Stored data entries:
◆ ◆ ◆ ◆ ◆
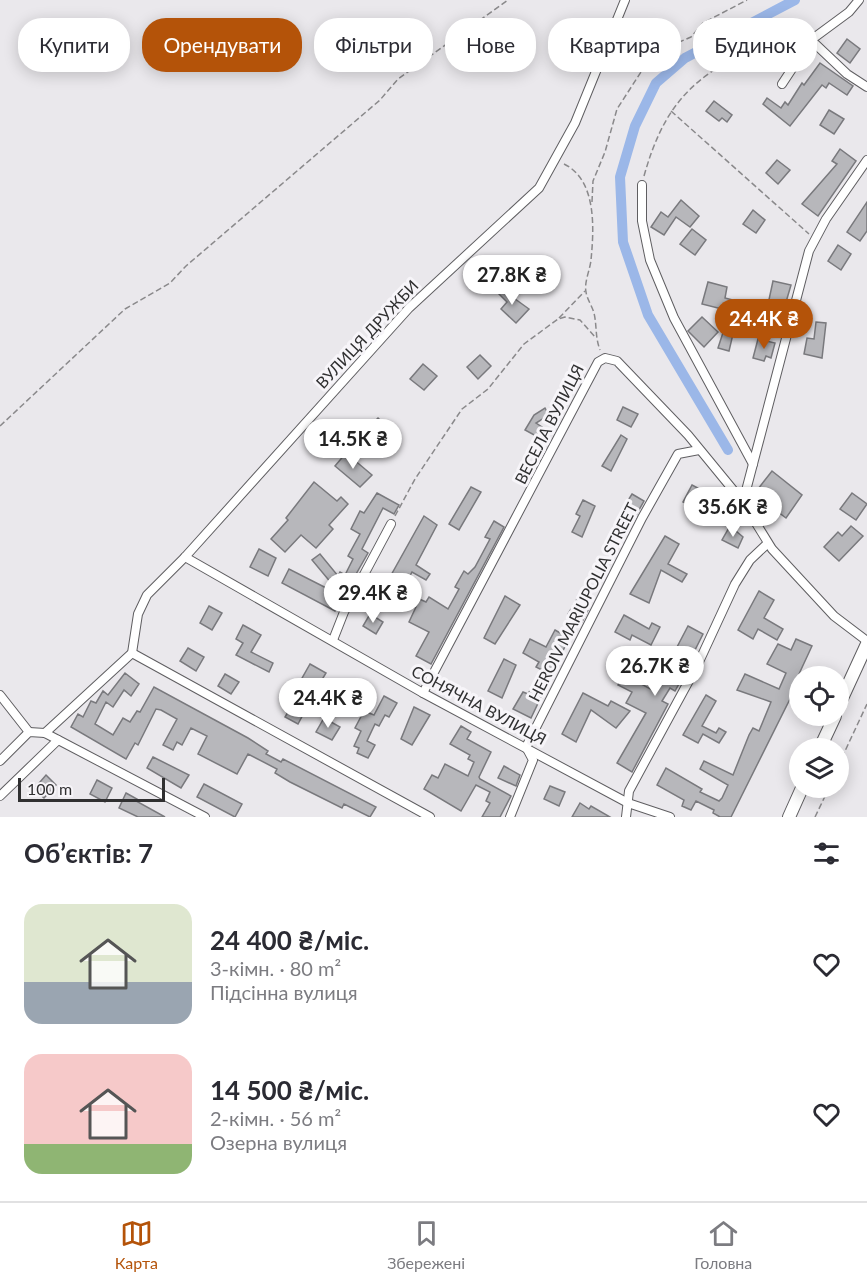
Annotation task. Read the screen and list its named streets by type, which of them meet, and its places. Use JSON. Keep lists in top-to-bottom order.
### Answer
{
  "streets": {
    "street": [
      "ВУЛИЦЯ ДРУЖБИ",
      "ВЕСЕЛА ВУЛИЦЯ",
      "HEROIV MARIUPOLIA STREET",
      "СОНЯЧНА ВУЛИЦЯ"
    ]
  },
  "crossings": [
    ["ВУЛИЦЯ ДРУЖБИ", "СОНЯЧНА ВУЛИЦЯ"],
    ["ВЕСЕЛА ВУЛИЦЯ", "HEROIV MARIUPOLIA STREET"],
    ["ВЕСЕЛА ВУЛИЦЯ", "СОНЯЧНА ВУЛИЦЯ"],
    ["HEROIV MARIUPOLIA STREET", "СОНЯЧНА ВУЛИЦЯ"]
  ],
  "scale_bar": "100 m",
  "page": {
    "chip": [
      "Купити",
      "Орендувати",
      "Фільтри",
      "Нове",
      "Квартира",
      "Будинок"
    ],
    "price": [
      "27.8K ₴",
      "24.4K ₴",
      "14.5K ₴",
      "35.6K ₴",
      "29.4K ₴",
      "26.7K ₴",
      "24.4K ₴"
    ],
    "scale": "100 m",
    "heading": "Об’єктів: 7",
    "list": [
      {
        "name": "24 400 ₴/міс.",
        "note": "3-кімн. · 80 m² · Підсінна вулиця"
      },
      {
        "name": "14 500 ₴/міс.",
        "note": "2-кімн. · 56 m² · Озерна вулиця"
      }
    ],
    "tabs": ["Карта", "Збережені", "Головна"]
  }
}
◆ ◆ ◆ ◆ ◆
WHAT YOU HAVE TO DO: All of the entries above are to be restated word for word, minus the images.

FINISHED TASK:
Annotation task. Read the screen and list its named streets by type, which of them meet, and its places. Use JSON. Keep lists in top-to-bottom order.
### Answer
{
  "streets": {
    "street": [
      "ВУЛИЦЯ ДРУЖБИ",
      "ВЕСЕЛА ВУЛИЦЯ",
      "HEROIV MARIUPOLIA STREET",
      "СОНЯЧНА ВУЛИЦЯ"
    ]
  },
  "crossings": [
    ["ВУЛИЦЯ ДРУЖБИ", "СОНЯЧНА ВУЛИЦЯ"],
    ["ВЕСЕЛА ВУЛИЦЯ", "HEROIV MARIUPOLIA STREET"],
    ["ВЕСЕЛА ВУЛИЦЯ", "СОНЯЧНА ВУЛИЦЯ"],
    ["HEROIV MARIUPOLIA STREET", "СОНЯЧНА ВУЛИЦЯ"]
  ],
  "scale_bar": "100 m",
  "page": {
    "chip": [
      "Купити",
      "Орендувати",
      "Фільтри",
      "Нове",
      "Квартира",
      "Будинок"
    ],
    "price": [
      "27.8K ₴",
      "24.4K ₴",
      "14.5K ₴",
      "35.6K ₴",
      "29.4K ₴",
      "26.7K ₴",
      "24.4K ₴"
    ],
    "scale": "100 m",
    "heading": "Об’єктів: 7",
    "list": [
      {
        "name": "24 400 ₴/міс.",
        "note": "3-кімн. · 80 m² · Підсінна вулиця"
      },
      {
        "name": "14 500 ₴/міс.",
        "note": "2-кімн. · 56 m² · Озерна вулиця"
      }
    ],
    "tabs": ["Карта", "Збережені", "Головна"]
  }
}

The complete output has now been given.